DATA PROVIDED -

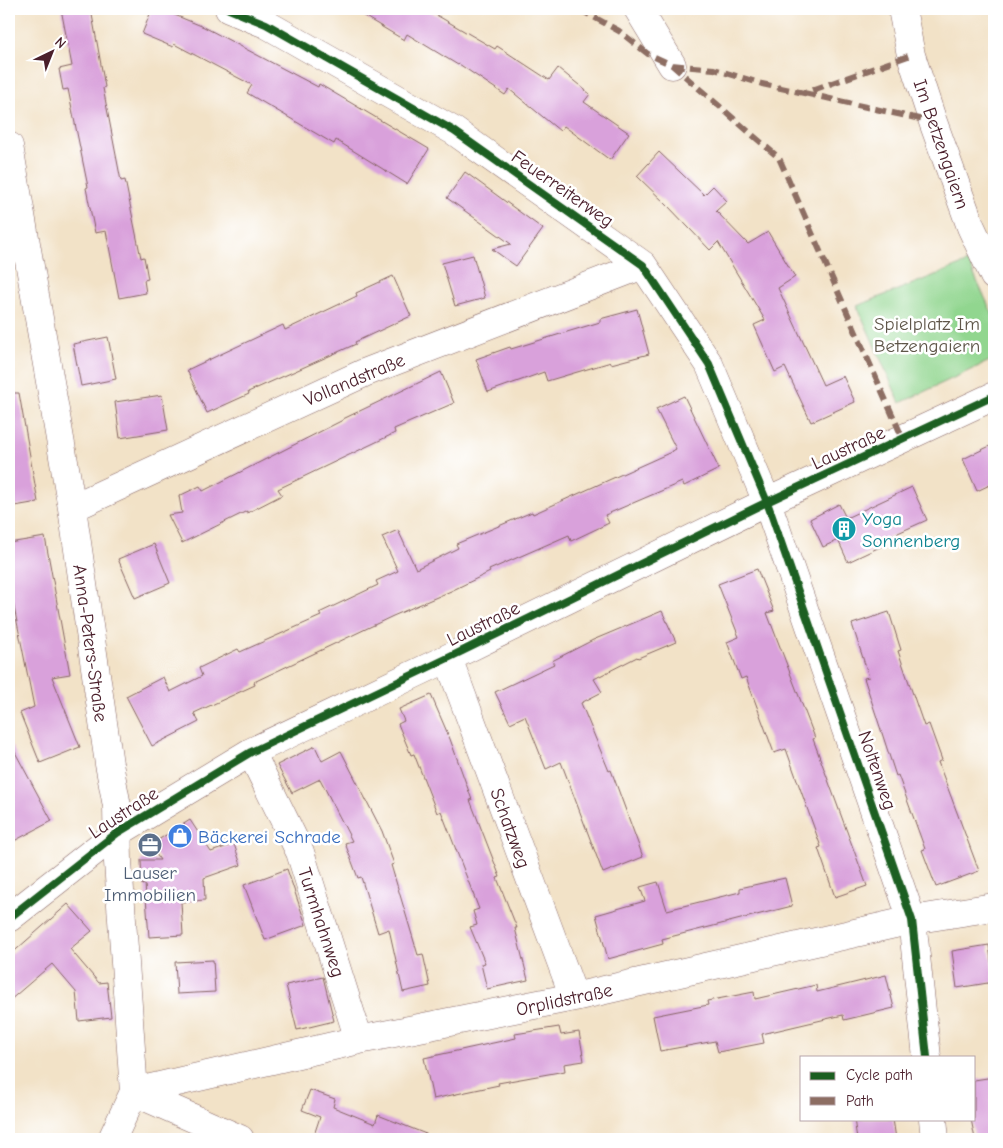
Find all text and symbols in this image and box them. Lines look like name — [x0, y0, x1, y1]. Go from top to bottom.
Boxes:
north arrow — [28, 28, 78, 78]
text: N — [51, 34, 70, 52]
street label: Im Betzengaiern — [909, 77, 974, 212]
street label: Feuerreiterweg — [507, 145, 618, 232]
park label: Spielplatz Im Betzengaiern — [874, 313, 980, 357]
street label: Vollandstraße — [301, 349, 408, 411]
street label: Laustraße — [808, 421, 889, 474]
place label: Yoga Sonnenberg — [862, 508, 960, 552]
building icon: Yoga Sonnenberg — [831, 516, 857, 542]
street label: Anna-Peters-Straße — [68, 563, 112, 723]
street label: Laustraße — [443, 597, 524, 651]
street label: Noltenweg — [853, 728, 901, 813]
street label: Laustraße — [85, 782, 162, 843]
street label: Schatzweg — [485, 785, 535, 872]
shop icon: Bäckerei Schrade — [167, 823, 193, 849]
place label: Bäckerei Schrade — [198, 826, 341, 848]
office icon: Lauser Immobilien — [137, 832, 163, 858]
place label: Lauser Immobilien — [104, 862, 196, 906]
street label: Turmhahnweg — [293, 865, 349, 980]
street label: Orplidstraße — [514, 979, 615, 1021]
legend — [800, 1056, 976, 1120]
text: Cycle path — [846, 1066, 913, 1084]
text: Path — [846, 1092, 874, 1110]

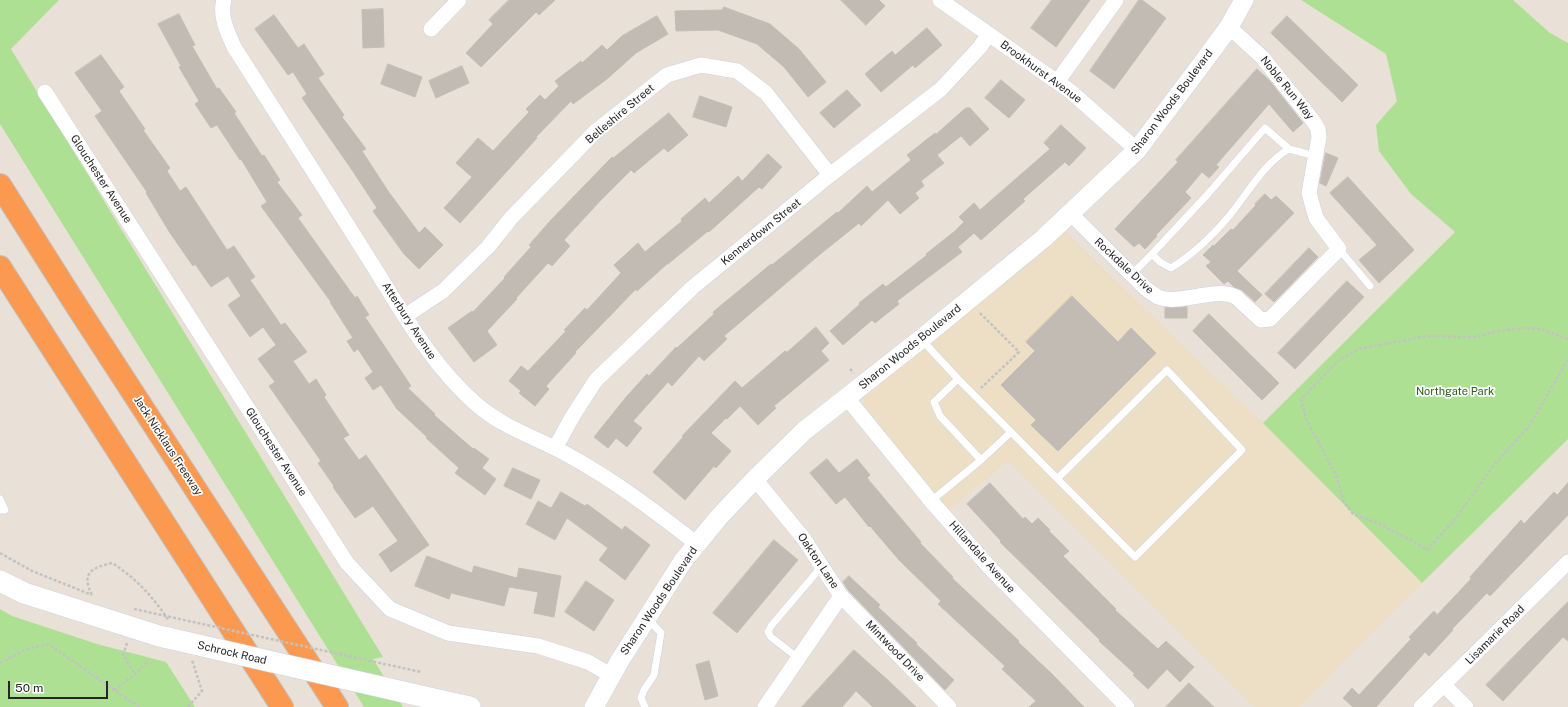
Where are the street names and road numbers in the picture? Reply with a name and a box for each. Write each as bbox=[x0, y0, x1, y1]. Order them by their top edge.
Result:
street label: Brookhurst Avenue bbox=[998, 38, 1084, 106]
street label: Sharon Woods Boulevard bbox=[1128, 47, 1216, 157]
street label: Noble Run Way bbox=[1257, 54, 1317, 122]
street label: Belleshire Street bbox=[583, 81, 657, 147]
street label: Glouchester Avenue bbox=[67, 132, 135, 226]
street label: Kennerdown Street bbox=[718, 196, 804, 268]
street label: Rockdale Drive bbox=[1092, 235, 1156, 297]
street label: Atterbury Avenue bbox=[379, 280, 439, 362]
street label: Sharon Woods Boulevard bbox=[856, 302, 964, 392]
street label: Jack Nicklaus Freeway bbox=[131, 394, 205, 498]
street label: Glouchester Avenue bbox=[242, 405, 310, 499]
street label: Hillandale Avenue bbox=[946, 518, 1018, 596]
street label: Oakton Lane bbox=[795, 531, 841, 591]
street label: Sharon Woods Boulevard bbox=[618, 544, 700, 658]
street label: Lisamarie Road bbox=[1463, 603, 1527, 667]
street label: Mintwood Drive bbox=[863, 618, 927, 684]
street label: Schrock Road bbox=[196, 639, 268, 667]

AIM OF THE EXERCISE -
Copy each line of the material above exactly, but not the images.

RESPONSE TO THIS EXERCISE -
Find all text and symbols in this image and box them. Lines look like name — [x0, y0, x1, y1]. Go from top to bottom.
Boxes:
north arrow — [28, 28, 78, 78]
text: N — [51, 34, 70, 52]
street label: Im Betzengaiern — [909, 77, 974, 212]
street label: Feuerreiterweg — [507, 145, 618, 232]
park label: Spielplatz Im Betzengaiern — [874, 313, 980, 357]
street label: Vollandstraße — [301, 349, 408, 411]
street label: Laustraße — [808, 421, 889, 474]
place label: Yoga Sonnenberg — [862, 508, 960, 552]
building icon: Yoga Sonnenberg — [831, 516, 857, 542]
street label: Anna-Peters-Straße — [68, 563, 112, 723]
street label: Laustraße — [443, 597, 524, 651]
street label: Noltenweg — [853, 728, 901, 813]
street label: Laustraße — [85, 782, 162, 843]
street label: Schatzweg — [485, 785, 535, 872]
shop icon: Bäckerei Schrade — [167, 823, 193, 849]
place label: Bäckerei Schrade — [198, 826, 341, 848]
office icon: Lauser Immobilien — [137, 832, 163, 858]
place label: Lauser Immobilien — [104, 862, 196, 906]
street label: Turmhahnweg — [293, 865, 349, 980]
street label: Orplidstraße — [514, 979, 615, 1021]
legend — [800, 1056, 976, 1120]
text: Cycle path — [846, 1066, 913, 1084]
text: Path — [846, 1092, 874, 1110]

Where are the street names and road numbers in the picture? Reply with a name and a box for each. Write each as bbox=[x0, y0, x1, y1]. Order them by their top edge.
Result:
street label: Brookhurst Avenue bbox=[998, 38, 1084, 106]
street label: Sharon Woods Boulevard bbox=[1128, 47, 1216, 157]
street label: Noble Run Way bbox=[1257, 54, 1317, 122]
street label: Belleshire Street bbox=[583, 81, 657, 147]
street label: Glouchester Avenue bbox=[67, 132, 135, 226]
street label: Kennerdown Street bbox=[718, 196, 804, 268]
street label: Rockdale Drive bbox=[1092, 235, 1156, 297]
street label: Atterbury Avenue bbox=[379, 280, 439, 362]
street label: Sharon Woods Boulevard bbox=[856, 302, 964, 392]
street label: Jack Nicklaus Freeway bbox=[131, 394, 205, 498]
street label: Glouchester Avenue bbox=[242, 405, 310, 499]
street label: Hillandale Avenue bbox=[946, 518, 1018, 596]
street label: Oakton Lane bbox=[795, 531, 841, 591]
street label: Sharon Woods Boulevard bbox=[618, 544, 700, 658]
street label: Lisamarie Road bbox=[1463, 603, 1527, 667]
street label: Mintwood Drive bbox=[863, 618, 927, 684]
street label: Schrock Road bbox=[196, 639, 268, 667]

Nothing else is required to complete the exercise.